WORK INSTRUCTIONS:
Among the entries below, copy every line that carries the word "Peyremartin".
--
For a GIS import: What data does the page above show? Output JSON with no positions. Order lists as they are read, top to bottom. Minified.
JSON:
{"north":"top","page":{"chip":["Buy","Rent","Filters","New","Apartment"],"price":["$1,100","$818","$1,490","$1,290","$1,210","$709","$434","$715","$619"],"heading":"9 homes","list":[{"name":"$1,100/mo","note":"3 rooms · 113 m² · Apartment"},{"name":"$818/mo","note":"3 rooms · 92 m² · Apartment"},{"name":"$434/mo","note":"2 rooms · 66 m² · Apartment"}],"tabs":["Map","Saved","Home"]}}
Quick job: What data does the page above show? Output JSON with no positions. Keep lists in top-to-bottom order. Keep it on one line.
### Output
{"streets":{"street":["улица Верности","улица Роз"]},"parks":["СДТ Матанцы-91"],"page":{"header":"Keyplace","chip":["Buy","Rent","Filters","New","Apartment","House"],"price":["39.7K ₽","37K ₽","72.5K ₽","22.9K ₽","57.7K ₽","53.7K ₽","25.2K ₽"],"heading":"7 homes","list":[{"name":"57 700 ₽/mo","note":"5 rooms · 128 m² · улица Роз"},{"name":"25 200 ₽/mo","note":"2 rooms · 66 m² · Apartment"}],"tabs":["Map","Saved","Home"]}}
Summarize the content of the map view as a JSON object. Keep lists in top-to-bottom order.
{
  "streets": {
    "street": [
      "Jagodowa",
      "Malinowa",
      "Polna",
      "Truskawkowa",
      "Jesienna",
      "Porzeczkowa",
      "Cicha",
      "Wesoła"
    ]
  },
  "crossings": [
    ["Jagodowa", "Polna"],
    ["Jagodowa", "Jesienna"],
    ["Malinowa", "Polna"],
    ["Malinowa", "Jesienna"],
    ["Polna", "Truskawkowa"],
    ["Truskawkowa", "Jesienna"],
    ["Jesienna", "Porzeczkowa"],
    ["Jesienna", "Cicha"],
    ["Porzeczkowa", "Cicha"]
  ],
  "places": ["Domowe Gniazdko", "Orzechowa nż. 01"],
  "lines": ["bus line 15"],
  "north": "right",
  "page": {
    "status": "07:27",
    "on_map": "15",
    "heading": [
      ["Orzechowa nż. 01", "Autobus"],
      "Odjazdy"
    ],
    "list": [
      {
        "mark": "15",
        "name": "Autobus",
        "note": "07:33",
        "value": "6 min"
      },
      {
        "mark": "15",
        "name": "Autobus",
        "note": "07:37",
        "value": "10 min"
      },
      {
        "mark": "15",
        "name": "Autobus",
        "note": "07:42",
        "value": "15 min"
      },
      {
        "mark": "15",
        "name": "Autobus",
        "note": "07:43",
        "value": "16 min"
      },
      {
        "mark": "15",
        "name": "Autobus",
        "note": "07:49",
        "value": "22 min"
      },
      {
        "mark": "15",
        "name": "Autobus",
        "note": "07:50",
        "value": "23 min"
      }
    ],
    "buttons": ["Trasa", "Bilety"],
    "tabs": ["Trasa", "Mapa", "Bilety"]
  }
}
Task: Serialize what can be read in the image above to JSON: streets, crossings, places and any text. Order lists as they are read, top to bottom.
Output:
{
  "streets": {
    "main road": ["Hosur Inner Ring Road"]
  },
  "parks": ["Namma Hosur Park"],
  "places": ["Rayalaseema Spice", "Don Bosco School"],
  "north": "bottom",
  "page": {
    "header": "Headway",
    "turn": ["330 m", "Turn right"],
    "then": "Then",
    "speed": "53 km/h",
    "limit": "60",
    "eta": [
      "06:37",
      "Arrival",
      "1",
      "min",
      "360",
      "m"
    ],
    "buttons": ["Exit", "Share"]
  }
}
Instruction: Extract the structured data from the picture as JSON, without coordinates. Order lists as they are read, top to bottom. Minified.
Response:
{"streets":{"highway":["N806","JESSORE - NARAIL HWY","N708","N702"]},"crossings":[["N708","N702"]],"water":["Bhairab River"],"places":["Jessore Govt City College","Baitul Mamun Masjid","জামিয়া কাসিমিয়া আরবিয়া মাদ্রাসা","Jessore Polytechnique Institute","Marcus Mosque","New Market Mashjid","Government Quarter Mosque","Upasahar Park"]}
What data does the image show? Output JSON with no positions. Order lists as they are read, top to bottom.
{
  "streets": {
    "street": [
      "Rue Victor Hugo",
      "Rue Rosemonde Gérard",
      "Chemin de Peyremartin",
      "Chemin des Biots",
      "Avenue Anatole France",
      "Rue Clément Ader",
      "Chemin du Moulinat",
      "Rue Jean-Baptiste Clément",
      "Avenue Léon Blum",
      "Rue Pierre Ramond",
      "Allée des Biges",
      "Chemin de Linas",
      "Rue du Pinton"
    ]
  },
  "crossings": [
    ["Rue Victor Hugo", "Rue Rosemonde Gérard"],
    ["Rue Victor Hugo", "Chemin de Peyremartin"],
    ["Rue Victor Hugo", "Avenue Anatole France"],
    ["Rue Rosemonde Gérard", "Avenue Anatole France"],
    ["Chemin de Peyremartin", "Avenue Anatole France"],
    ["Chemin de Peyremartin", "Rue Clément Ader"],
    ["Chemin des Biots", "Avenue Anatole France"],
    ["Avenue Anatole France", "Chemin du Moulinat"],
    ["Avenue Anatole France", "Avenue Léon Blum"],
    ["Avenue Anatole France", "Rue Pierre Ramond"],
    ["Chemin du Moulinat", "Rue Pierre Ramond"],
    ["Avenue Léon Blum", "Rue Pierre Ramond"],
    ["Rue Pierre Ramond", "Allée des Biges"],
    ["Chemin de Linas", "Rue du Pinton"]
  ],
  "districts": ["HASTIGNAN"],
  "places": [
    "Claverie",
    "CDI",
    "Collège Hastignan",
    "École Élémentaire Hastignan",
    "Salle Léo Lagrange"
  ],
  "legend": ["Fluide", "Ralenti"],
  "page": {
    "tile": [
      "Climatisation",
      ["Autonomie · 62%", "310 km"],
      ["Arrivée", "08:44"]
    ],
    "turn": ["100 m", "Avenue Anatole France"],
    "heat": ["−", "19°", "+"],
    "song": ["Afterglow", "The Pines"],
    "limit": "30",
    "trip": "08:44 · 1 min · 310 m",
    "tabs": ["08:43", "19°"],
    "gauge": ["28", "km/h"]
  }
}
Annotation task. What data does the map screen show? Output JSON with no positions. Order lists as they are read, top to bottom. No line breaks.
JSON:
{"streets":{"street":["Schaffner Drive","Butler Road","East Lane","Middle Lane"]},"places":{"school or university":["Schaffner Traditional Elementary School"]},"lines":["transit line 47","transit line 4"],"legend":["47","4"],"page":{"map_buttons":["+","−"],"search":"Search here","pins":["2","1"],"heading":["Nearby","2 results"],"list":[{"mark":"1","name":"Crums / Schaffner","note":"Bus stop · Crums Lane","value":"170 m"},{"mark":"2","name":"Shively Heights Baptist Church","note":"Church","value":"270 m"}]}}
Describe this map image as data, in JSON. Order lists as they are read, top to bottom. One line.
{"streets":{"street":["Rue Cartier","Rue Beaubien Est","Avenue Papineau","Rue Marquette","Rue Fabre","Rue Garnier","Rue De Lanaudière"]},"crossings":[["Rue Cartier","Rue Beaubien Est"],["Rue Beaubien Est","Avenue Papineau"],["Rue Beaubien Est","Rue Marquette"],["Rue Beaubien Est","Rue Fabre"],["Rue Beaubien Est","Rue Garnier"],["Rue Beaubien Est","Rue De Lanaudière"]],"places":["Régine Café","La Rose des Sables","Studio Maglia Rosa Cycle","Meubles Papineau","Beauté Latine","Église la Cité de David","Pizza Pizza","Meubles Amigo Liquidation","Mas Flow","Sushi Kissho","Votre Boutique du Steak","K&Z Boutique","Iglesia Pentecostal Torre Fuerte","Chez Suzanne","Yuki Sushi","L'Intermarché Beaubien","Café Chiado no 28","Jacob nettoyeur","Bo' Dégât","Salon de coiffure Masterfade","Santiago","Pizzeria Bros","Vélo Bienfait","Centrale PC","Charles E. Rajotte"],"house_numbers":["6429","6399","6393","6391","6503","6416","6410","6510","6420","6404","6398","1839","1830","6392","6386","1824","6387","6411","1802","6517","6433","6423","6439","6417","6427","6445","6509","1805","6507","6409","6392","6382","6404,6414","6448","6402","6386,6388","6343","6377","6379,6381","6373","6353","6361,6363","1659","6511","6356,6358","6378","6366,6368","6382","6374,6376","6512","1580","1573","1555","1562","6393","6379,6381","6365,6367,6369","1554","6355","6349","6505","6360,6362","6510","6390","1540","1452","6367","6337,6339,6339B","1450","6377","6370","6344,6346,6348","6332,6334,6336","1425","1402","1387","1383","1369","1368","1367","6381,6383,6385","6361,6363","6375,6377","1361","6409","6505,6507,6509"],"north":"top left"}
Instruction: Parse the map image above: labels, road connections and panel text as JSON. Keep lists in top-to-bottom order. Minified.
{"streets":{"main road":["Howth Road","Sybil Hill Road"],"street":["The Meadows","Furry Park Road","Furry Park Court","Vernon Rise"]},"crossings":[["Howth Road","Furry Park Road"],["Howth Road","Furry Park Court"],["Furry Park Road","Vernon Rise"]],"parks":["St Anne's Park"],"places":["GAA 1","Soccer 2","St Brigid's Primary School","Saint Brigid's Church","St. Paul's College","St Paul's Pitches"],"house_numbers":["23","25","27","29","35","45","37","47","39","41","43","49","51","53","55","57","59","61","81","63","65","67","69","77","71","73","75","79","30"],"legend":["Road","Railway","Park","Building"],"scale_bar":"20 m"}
--
SOLUTION:
      "Chemin de Peyremartin",
    ["Rue Victor Hugo", "Chemin de Peyremartin"],
    ["Chemin de Peyremartin", "Avenue Anatole France"],
    ["Chemin de Peyremartin", "Rue Clément Ader"],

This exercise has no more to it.